ROME – In a half-hour audience with Pope Francis on Friday, Rome’s Mayor Roberto Gualtieri reported that more than 1,400 public work sites are open across the city in preparation for the Jubilee Year of 2025, and vowed that the city will be “not only cleaner and more presentable, but also more supportive and inclusive” during the year-long Catholic festival.
Gualtieri presented Pope Francis with a book illustrating 184 principal projects for the Holy Year which, he said, will “change the face” of the city.
“We’re working without pause,” Gaultieri said, acknowledging that preparations for the Jubilee Year got off to a slow start because of the collapse of the former government of Prime Minister Mario Draghi in late 2022, which, he said, caused a 7-8 month delay in approving the necessary legislation.

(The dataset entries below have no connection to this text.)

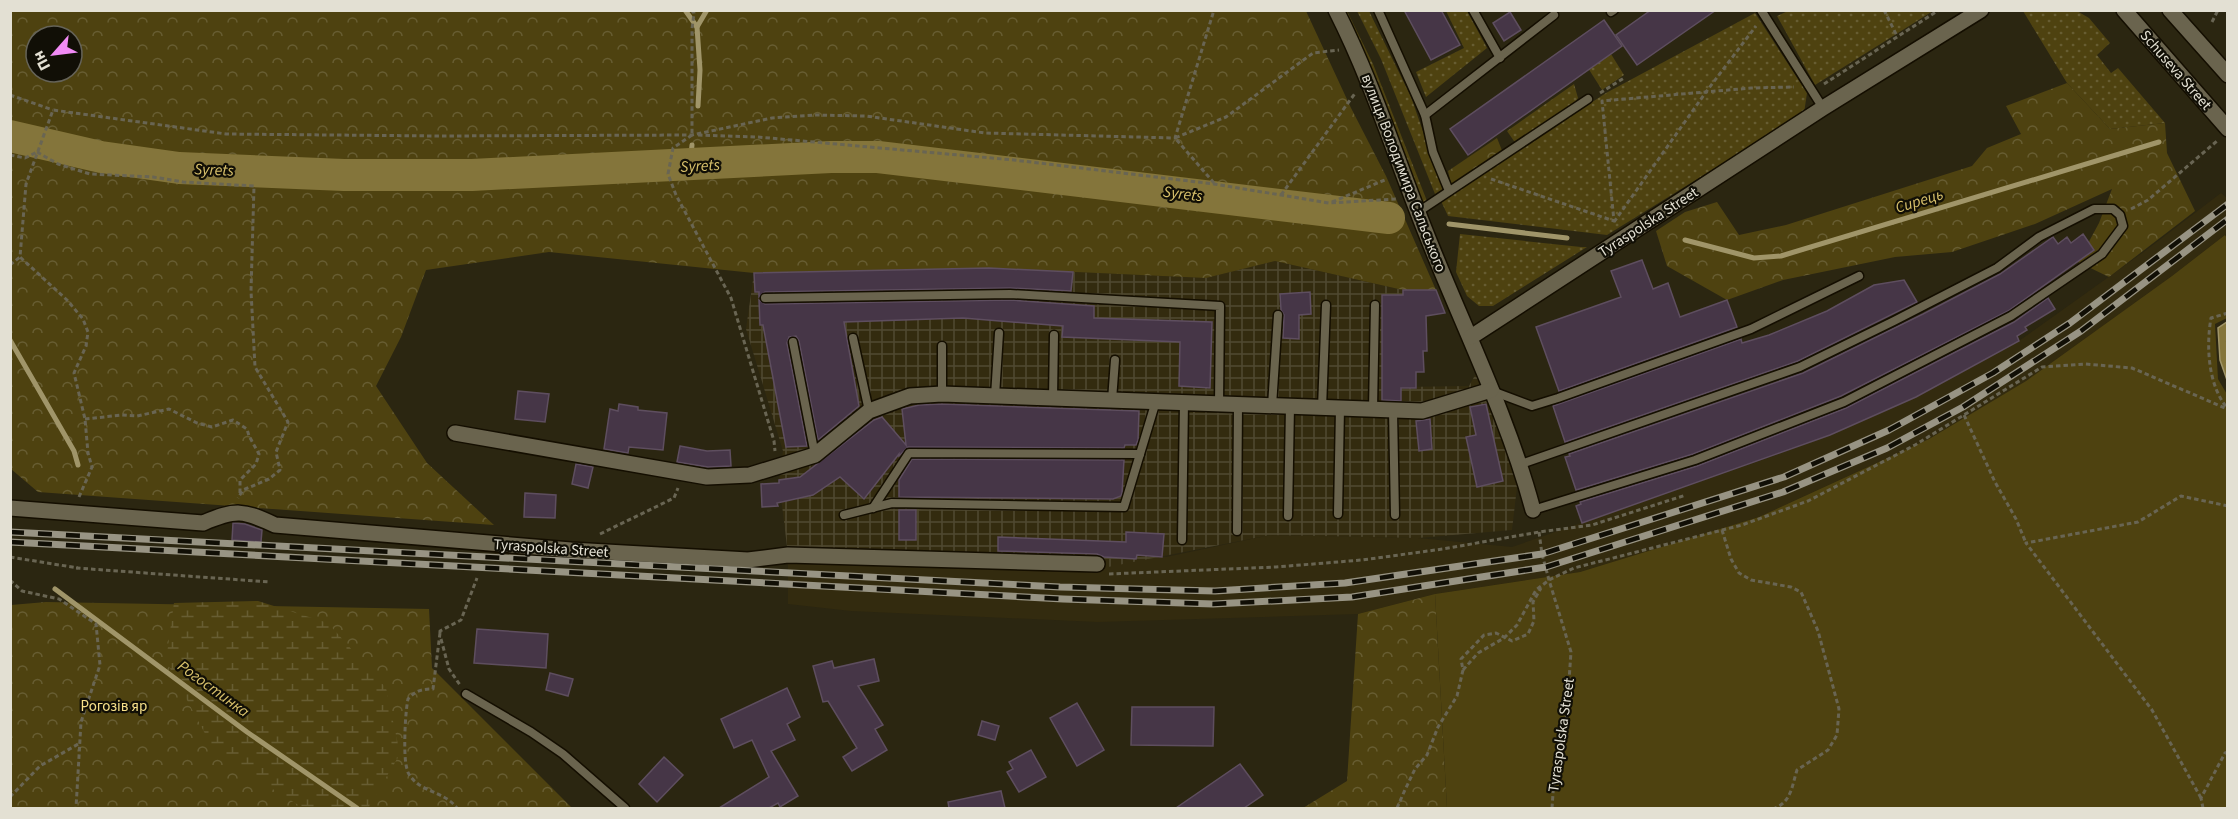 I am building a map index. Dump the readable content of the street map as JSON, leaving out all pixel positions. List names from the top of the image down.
{
  "streets": {
    "street": ["Schuseva Street", "вулиця Володимира Сальського", "Tyraspolska Street"]
  },
  "crossings": [
    ["вулиця Володимира Сальського", "Tyraspolska Street"]
  ],
  "water": ["Syrets", "Сирець", "Рогостинка"],
  "parks": ["Рогозів яр"],
  "north": "bottom left"
}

Nevertheless, Gualtieri said, the city is scrambling to catch up, including authorizing overtime for crews to work on some projects overnight, from 9 pm to 6 am, in part to speed up completion and in part to ease traffic burdens created by the work sites.

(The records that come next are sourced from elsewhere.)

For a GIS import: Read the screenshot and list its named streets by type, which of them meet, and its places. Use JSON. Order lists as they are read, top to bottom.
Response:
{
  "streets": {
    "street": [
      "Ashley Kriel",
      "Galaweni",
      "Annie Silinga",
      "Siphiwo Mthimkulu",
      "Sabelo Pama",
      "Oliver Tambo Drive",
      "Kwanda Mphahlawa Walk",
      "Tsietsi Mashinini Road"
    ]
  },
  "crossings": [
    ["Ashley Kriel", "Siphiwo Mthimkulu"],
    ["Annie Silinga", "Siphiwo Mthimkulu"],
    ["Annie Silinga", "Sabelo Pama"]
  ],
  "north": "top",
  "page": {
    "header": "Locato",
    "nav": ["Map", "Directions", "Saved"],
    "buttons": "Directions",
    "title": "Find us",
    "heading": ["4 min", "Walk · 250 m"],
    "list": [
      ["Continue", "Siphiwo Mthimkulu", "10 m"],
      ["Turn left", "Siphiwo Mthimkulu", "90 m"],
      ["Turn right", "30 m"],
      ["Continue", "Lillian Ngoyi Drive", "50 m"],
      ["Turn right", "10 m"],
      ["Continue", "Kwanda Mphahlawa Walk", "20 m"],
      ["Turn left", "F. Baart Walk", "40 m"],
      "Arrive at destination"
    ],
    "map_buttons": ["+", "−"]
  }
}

Gualtieri acknowledged that the various constructions projects across town are creating no shortage of disruptions, adding to the city’s already notoriously congested traffic situation, but said that “without work sites, there’s no future for the city.”

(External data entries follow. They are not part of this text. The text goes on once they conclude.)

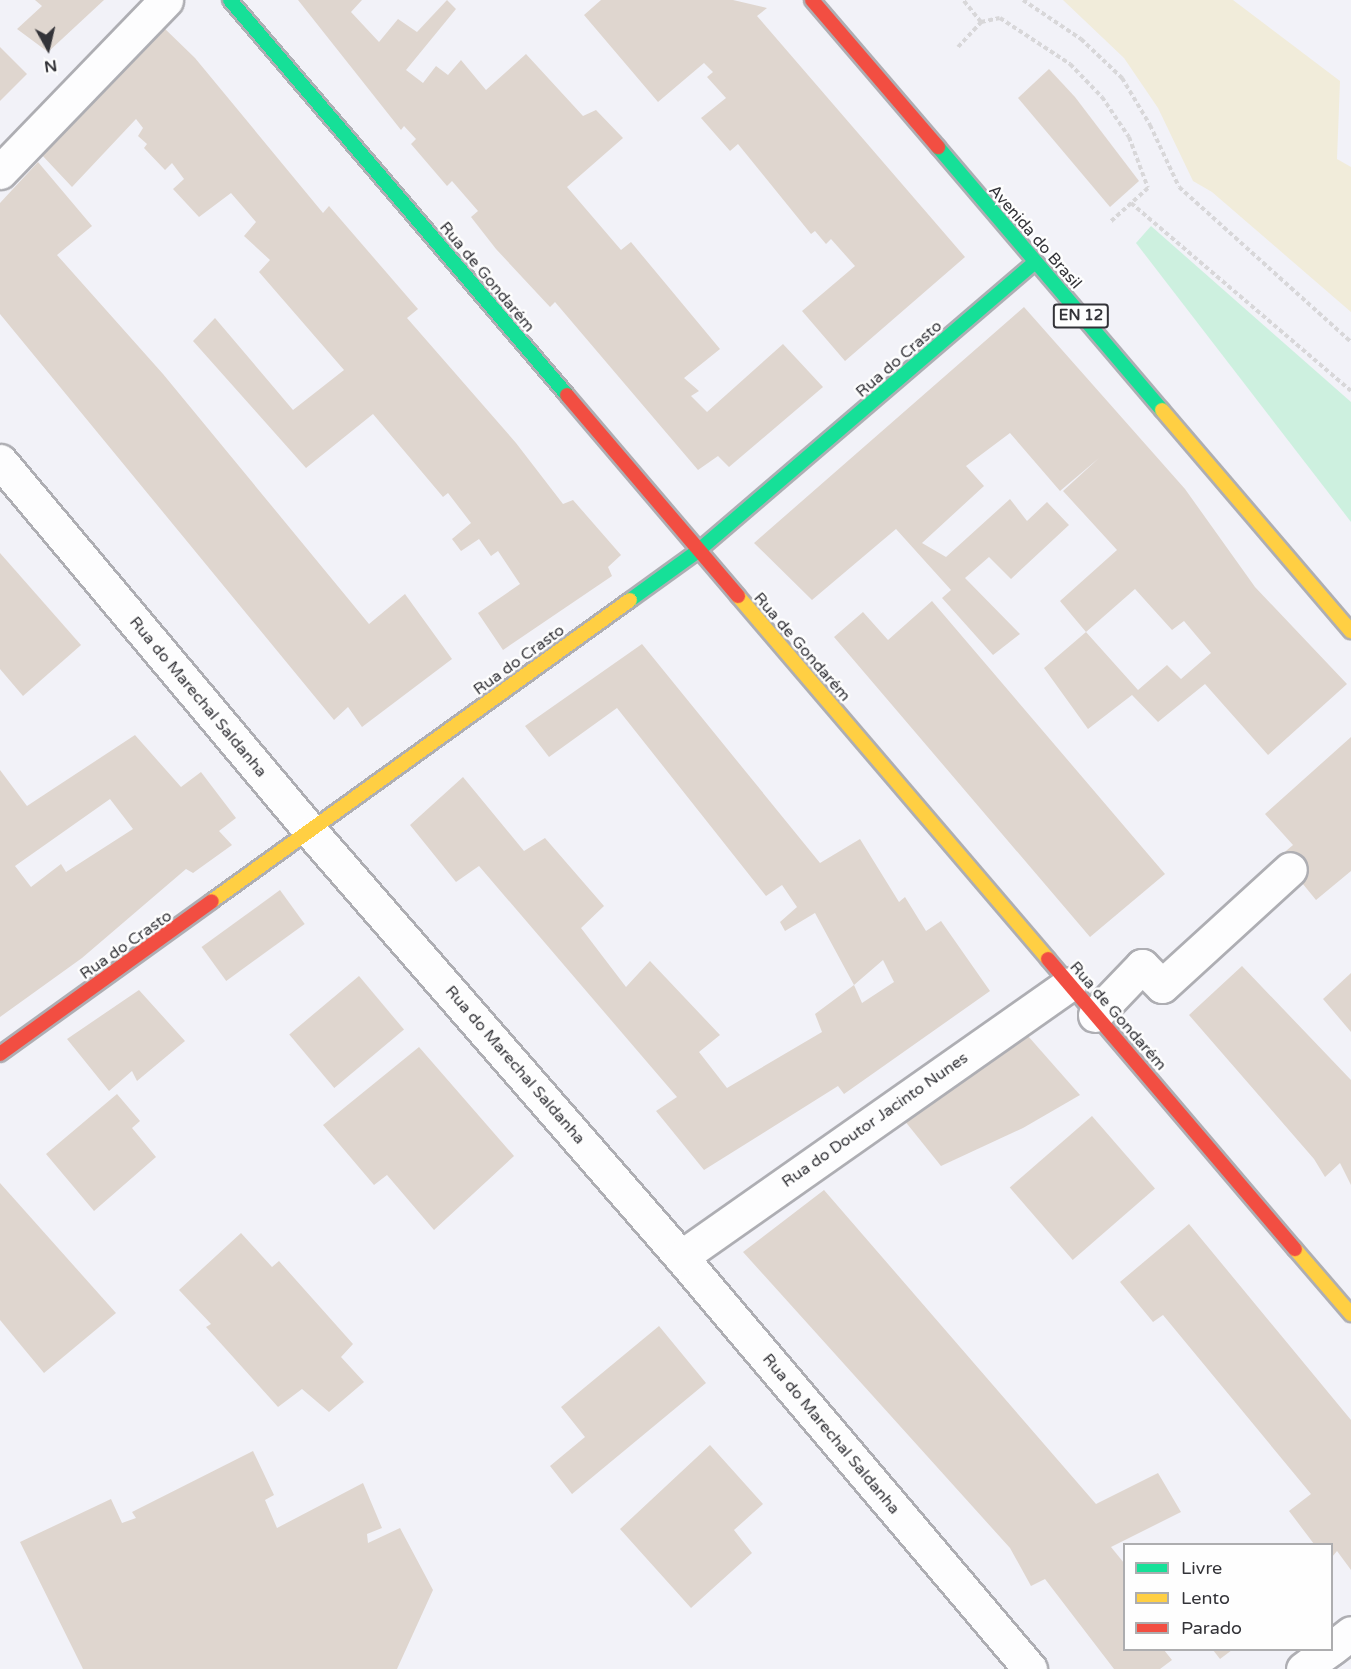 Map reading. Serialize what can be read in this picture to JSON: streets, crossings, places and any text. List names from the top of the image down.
{
  "streets": {
    "street": [
      "Avenida do Brasil",
      "Rua de Gondarém",
      "EN 12",
      "Rua do Crasto",
      "Rua do Marechal Saldanha",
      "Rua do Doutor Jacinto Nunes"
    ]
  },
  "crossings": [
    ["Avenida do Brasil", "Rua do Crasto"],
    ["Rua de Gondarém", "Rua do Crasto"],
    ["Rua de Gondarém", "Rua do Doutor Jacinto Nunes"],
    ["Rua do Crasto", "Rua do Marechal Saldanha"],
    ["Rua do Marechal Saldanha", "Rua do Doutor Jacinto Nunes"]
  ],
  "legend": ["Livre", "Lento", "Parado"],
  "north": "bottom"
}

In terms of specific improvements anticipated for the Jubilee Year, Gualtieri cited five projects in particular in the vicinity of the Vatican.
In each case, Gualtieri vowed, the result will be “a qualitative leap in terms of beautification and use of the area.”
In addition, Gualtieri also sketched improvements in other areas of urban life he anticipates being in place by 2025, including city-wide 5G internet coverage, as well as enhancements in public transportation such as the addition of 400 new buses and 120 new electric trams. He also promised improvements in ancillary services, noting that in 2021 an estimated 25 percent of the escalators in the city’s metro system didn’t work, a share now believed to be at ten percent, and which he said will be at five percent when the holy year opens.